*** Begin section ***

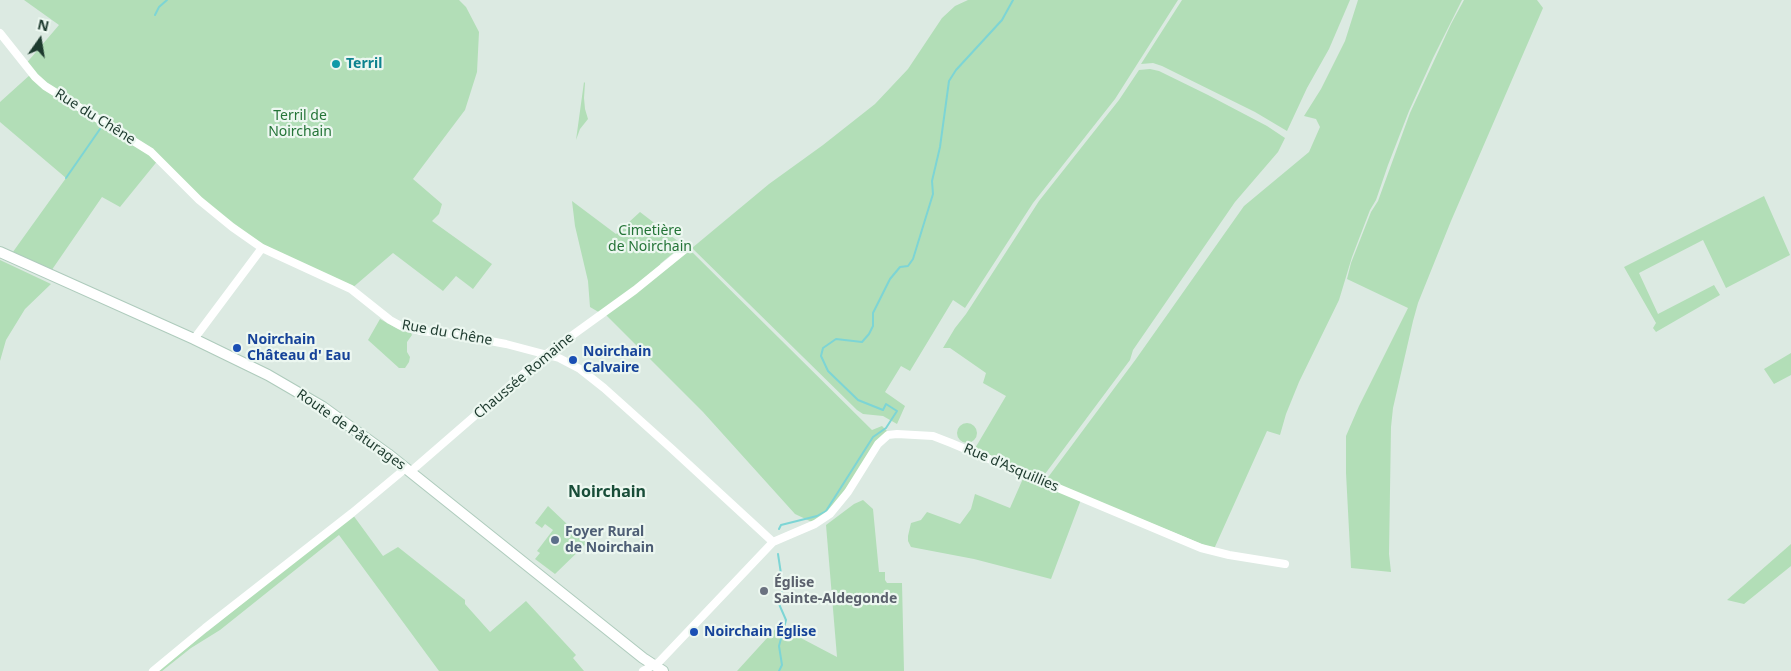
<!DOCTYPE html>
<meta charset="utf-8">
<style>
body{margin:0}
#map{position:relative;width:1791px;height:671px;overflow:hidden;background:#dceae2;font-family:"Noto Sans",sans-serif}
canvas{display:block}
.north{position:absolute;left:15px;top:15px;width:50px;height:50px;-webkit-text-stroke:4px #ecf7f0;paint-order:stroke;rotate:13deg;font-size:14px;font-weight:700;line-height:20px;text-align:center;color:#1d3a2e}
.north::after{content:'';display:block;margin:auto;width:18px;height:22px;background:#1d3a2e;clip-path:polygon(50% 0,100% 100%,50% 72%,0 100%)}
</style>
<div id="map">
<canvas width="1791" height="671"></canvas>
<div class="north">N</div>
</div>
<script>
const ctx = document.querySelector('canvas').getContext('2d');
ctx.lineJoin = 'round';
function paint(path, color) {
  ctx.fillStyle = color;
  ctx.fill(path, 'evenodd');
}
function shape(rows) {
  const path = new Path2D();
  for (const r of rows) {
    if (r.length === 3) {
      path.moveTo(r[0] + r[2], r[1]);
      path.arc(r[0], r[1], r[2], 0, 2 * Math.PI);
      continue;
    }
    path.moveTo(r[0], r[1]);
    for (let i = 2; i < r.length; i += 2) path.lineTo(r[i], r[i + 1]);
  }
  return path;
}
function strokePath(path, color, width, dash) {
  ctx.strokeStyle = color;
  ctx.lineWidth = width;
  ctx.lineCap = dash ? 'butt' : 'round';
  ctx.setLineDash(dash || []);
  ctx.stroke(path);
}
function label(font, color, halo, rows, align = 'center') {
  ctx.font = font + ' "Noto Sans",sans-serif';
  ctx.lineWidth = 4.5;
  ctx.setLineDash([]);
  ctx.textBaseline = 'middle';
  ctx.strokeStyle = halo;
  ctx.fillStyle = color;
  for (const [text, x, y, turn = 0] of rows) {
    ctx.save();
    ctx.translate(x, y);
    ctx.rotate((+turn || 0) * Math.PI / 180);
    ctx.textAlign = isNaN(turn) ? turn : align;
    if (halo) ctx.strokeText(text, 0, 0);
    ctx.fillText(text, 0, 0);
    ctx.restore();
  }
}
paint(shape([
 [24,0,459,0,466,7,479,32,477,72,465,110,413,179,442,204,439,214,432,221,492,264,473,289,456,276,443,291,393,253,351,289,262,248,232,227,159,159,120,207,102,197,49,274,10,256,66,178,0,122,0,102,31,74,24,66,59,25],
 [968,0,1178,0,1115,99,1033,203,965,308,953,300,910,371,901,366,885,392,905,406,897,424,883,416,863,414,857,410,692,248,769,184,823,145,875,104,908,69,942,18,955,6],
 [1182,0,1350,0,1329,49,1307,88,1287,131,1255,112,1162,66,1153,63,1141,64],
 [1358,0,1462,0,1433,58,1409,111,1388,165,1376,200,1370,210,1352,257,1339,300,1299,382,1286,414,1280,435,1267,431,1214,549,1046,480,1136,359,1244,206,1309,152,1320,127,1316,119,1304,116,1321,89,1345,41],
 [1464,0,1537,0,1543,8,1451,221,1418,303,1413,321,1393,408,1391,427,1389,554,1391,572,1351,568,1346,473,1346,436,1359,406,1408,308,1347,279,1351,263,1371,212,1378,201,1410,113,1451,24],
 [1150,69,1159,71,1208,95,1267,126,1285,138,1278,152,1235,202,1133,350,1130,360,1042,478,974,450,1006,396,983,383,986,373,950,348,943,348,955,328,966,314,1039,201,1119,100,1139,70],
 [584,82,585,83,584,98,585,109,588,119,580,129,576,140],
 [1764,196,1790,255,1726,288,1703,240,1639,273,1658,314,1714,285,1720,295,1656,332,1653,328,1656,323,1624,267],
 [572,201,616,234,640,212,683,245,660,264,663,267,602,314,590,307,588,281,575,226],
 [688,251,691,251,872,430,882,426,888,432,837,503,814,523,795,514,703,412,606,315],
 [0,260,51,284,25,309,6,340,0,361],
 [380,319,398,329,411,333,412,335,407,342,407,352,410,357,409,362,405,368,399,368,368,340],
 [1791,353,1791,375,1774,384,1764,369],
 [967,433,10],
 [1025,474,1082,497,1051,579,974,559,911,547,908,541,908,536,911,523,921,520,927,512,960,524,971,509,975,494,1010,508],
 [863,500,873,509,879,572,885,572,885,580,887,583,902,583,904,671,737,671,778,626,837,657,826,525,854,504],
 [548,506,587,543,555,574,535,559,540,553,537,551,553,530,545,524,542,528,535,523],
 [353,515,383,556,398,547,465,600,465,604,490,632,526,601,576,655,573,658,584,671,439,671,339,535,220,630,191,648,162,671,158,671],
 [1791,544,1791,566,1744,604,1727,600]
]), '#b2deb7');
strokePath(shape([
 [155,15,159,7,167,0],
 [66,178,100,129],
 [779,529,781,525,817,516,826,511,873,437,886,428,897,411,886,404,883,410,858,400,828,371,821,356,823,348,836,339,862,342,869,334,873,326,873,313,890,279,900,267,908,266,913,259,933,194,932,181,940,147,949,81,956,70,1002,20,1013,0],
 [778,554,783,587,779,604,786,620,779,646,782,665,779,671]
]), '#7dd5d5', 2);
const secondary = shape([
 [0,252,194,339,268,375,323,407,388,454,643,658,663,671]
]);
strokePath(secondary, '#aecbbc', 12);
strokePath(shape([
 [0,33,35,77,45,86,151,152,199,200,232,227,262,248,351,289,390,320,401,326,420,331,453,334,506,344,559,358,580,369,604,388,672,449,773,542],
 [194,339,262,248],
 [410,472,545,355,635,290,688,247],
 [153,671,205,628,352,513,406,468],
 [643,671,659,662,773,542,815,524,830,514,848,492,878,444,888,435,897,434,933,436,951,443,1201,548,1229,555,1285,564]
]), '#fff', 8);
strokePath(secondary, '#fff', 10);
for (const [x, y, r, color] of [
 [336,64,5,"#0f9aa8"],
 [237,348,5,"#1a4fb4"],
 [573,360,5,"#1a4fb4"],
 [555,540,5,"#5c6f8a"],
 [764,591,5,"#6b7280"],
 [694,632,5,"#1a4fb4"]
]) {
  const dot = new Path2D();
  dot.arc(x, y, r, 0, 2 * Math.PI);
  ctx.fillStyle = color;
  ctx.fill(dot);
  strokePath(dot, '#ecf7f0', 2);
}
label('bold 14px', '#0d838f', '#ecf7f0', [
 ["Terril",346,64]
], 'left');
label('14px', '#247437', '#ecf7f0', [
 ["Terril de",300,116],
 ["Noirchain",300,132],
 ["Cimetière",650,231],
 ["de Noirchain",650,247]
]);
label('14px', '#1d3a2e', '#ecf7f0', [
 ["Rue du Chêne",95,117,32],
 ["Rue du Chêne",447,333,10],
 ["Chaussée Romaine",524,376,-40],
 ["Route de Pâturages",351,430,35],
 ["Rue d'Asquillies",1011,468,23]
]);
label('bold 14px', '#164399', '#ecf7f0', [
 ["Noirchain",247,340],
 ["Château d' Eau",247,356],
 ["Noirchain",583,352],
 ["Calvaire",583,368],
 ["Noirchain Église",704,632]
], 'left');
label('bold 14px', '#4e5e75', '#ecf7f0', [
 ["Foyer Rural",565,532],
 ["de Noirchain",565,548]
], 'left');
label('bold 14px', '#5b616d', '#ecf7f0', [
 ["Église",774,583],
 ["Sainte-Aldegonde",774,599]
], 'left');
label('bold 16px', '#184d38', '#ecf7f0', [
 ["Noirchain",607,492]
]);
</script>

*** End section ***

◆ DIRECTIONS: Write the number of data lines with "rows", nothing else.

◆ RESPONSE: 4